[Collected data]
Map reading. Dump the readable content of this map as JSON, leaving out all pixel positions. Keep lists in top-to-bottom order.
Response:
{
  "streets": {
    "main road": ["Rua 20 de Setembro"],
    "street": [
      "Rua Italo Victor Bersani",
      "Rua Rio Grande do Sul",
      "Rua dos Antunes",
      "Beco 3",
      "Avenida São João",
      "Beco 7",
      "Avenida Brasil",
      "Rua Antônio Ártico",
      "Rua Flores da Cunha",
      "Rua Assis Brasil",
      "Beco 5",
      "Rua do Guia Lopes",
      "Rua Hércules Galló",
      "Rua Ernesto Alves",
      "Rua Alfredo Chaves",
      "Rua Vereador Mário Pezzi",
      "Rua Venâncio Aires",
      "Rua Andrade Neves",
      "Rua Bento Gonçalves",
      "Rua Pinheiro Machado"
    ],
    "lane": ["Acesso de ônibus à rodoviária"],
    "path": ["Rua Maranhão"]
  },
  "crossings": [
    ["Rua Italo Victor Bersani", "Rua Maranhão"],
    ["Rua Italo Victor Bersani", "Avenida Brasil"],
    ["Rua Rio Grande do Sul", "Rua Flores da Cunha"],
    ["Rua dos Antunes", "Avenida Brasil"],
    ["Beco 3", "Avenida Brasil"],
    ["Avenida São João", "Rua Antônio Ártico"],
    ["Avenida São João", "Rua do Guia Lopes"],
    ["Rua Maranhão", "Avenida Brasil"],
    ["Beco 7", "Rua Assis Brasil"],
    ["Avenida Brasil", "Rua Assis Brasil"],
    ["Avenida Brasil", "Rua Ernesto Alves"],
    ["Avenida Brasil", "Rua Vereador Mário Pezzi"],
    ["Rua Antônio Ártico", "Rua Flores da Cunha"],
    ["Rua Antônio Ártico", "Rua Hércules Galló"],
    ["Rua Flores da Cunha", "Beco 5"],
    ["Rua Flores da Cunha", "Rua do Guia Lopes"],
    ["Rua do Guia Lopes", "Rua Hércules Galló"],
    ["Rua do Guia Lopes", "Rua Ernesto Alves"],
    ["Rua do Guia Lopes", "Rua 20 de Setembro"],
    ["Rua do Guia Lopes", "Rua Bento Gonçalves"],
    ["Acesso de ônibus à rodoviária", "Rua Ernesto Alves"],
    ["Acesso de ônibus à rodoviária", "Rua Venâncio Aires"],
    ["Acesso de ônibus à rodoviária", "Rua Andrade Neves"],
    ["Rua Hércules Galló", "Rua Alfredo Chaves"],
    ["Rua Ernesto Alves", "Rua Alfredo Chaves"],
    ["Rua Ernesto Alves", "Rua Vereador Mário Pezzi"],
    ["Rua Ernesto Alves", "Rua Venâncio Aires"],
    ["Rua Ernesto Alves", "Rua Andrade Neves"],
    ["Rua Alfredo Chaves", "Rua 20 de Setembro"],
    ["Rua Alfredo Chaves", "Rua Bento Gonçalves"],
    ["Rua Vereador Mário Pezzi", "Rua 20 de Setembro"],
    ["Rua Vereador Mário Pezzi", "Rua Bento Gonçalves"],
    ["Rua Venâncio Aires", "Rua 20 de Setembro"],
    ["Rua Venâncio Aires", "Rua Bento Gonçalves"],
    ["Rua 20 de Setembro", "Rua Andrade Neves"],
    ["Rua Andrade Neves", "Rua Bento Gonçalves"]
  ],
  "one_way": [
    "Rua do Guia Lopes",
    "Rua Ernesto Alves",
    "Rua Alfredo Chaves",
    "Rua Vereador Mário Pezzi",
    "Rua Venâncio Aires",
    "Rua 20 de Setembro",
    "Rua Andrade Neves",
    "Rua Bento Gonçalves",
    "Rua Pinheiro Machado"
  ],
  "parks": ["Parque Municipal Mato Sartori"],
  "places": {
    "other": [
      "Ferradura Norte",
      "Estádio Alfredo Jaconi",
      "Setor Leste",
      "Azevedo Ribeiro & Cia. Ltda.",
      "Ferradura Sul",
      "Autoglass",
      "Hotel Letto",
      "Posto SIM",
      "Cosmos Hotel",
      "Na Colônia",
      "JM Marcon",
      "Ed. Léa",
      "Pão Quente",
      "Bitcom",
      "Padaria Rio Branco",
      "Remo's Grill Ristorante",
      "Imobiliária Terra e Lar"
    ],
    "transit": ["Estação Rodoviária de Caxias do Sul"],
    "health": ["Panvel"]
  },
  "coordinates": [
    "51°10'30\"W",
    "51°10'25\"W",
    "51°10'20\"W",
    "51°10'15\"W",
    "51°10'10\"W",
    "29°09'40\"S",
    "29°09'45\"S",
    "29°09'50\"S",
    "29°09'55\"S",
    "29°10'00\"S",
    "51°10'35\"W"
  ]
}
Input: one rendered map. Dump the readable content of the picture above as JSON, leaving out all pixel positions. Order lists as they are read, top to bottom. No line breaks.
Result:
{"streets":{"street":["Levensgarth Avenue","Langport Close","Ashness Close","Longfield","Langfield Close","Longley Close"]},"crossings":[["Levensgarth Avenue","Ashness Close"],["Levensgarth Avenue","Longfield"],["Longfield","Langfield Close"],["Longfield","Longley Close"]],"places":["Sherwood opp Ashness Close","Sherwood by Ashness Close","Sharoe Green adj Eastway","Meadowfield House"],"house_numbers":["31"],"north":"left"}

EXERCISE: Your answer should be the full set of records above, restated exactly.

SOLVED PROBLEM:
Map reading. Dump the readable content of this map as JSON, leaving out all pixel positions. Keep lists in top-to-bottom order.
Response:
{
  "streets": {
    "main road": ["Rua 20 de Setembro"],
    "street": [
      "Rua Italo Victor Bersani",
      "Rua Rio Grande do Sul",
      "Rua dos Antunes",
      "Beco 3",
      "Avenida São João",
      "Beco 7",
      "Avenida Brasil",
      "Rua Antônio Ártico",
      "Rua Flores da Cunha",
      "Rua Assis Brasil",
      "Beco 5",
      "Rua do Guia Lopes",
      "Rua Hércules Galló",
      "Rua Ernesto Alves",
      "Rua Alfredo Chaves",
      "Rua Vereador Mário Pezzi",
      "Rua Venâncio Aires",
      "Rua Andrade Neves",
      "Rua Bento Gonçalves",
      "Rua Pinheiro Machado"
    ],
    "lane": ["Acesso de ônibus à rodoviária"],
    "path": ["Rua Maranhão"]
  },
  "crossings": [
    ["Rua Italo Victor Bersani", "Rua Maranhão"],
    ["Rua Italo Victor Bersani", "Avenida Brasil"],
    ["Rua Rio Grande do Sul", "Rua Flores da Cunha"],
    ["Rua dos Antunes", "Avenida Brasil"],
    ["Beco 3", "Avenida Brasil"],
    ["Avenida São João", "Rua Antônio Ártico"],
    ["Avenida São João", "Rua do Guia Lopes"],
    ["Rua Maranhão", "Avenida Brasil"],
    ["Beco 7", "Rua Assis Brasil"],
    ["Avenida Brasil", "Rua Assis Brasil"],
    ["Avenida Brasil", "Rua Ernesto Alves"],
    ["Avenida Brasil", "Rua Vereador Mário Pezzi"],
    ["Rua Antônio Ártico", "Rua Flores da Cunha"],
    ["Rua Antônio Ártico", "Rua Hércules Galló"],
    ["Rua Flores da Cunha", "Beco 5"],
    ["Rua Flores da Cunha", "Rua do Guia Lopes"],
    ["Rua do Guia Lopes", "Rua Hércules Galló"],
    ["Rua do Guia Lopes", "Rua Ernesto Alves"],
    ["Rua do Guia Lopes", "Rua 20 de Setembro"],
    ["Rua do Guia Lopes", "Rua Bento Gonçalves"],
    ["Acesso de ônibus à rodoviária", "Rua Ernesto Alves"],
    ["Acesso de ônibus à rodoviária", "Rua Venâncio Aires"],
    ["Acesso de ônibus à rodoviária", "Rua Andrade Neves"],
    ["Rua Hércules Galló", "Rua Alfredo Chaves"],
    ["Rua Ernesto Alves", "Rua Alfredo Chaves"],
    ["Rua Ernesto Alves", "Rua Vereador Mário Pezzi"],
    ["Rua Ernesto Alves", "Rua Venâncio Aires"],
    ["Rua Ernesto Alves", "Rua Andrade Neves"],
    ["Rua Alfredo Chaves", "Rua 20 de Setembro"],
    ["Rua Alfredo Chaves", "Rua Bento Gonçalves"],
    ["Rua Vereador Mário Pezzi", "Rua 20 de Setembro"],
    ["Rua Vereador Mário Pezzi", "Rua Bento Gonçalves"],
    ["Rua Venâncio Aires", "Rua 20 de Setembro"],
    ["Rua Venâncio Aires", "Rua Bento Gonçalves"],
    ["Rua 20 de Setembro", "Rua Andrade Neves"],
    ["Rua Andrade Neves", "Rua Bento Gonçalves"]
  ],
  "one_way": [
    "Rua do Guia Lopes",
    "Rua Ernesto Alves",
    "Rua Alfredo Chaves",
    "Rua Vereador Mário Pezzi",
    "Rua Venâncio Aires",
    "Rua 20 de Setembro",
    "Rua Andrade Neves",
    "Rua Bento Gonçalves",
    "Rua Pinheiro Machado"
  ],
  "parks": ["Parque Municipal Mato Sartori"],
  "places": {
    "other": [
      "Ferradura Norte",
      "Estádio Alfredo Jaconi",
      "Setor Leste",
      "Azevedo Ribeiro & Cia. Ltda.",
      "Ferradura Sul",
      "Autoglass",
      "Hotel Letto",
      "Posto SIM",
      "Cosmos Hotel",
      "Na Colônia",
      "JM Marcon",
      "Ed. Léa",
      "Pão Quente",
      "Bitcom",
      "Padaria Rio Branco",
      "Remo's Grill Ristorante",
      "Imobiliária Terra e Lar"
    ],
    "transit": ["Estação Rodoviária de Caxias do Sul"],
    "health": ["Panvel"]
  },
  "coordinates": [
    "51°10'30\"W",
    "51°10'25\"W",
    "51°10'20\"W",
    "51°10'15\"W",
    "51°10'10\"W",
    "29°09'40\"S",
    "29°09'45\"S",
    "29°09'50\"S",
    "29°09'55\"S",
    "29°10'00\"S",
    "51°10'35\"W"
  ]
}
Input: one rendered map. Dump the readable content of the picture above as JSON, leaving out all pixel positions. Order lists as they are read, top to bottom. No line breaks.
Result:
{"streets":{"street":["Levensgarth Avenue","Langport Close","Ashness Close","Longfield","Langfield Close","Longley Close"]},"crossings":[["Levensgarth Avenue","Ashness Close"],["Levensgarth Avenue","Longfield"],["Longfield","Langfield Close"],["Longfield","Longley Close"]],"places":["Sherwood opp Ashness Close","Sherwood by Ashness Close","Sharoe Green adj Eastway","Meadowfield House"],"house_numbers":["31"],"north":"left"}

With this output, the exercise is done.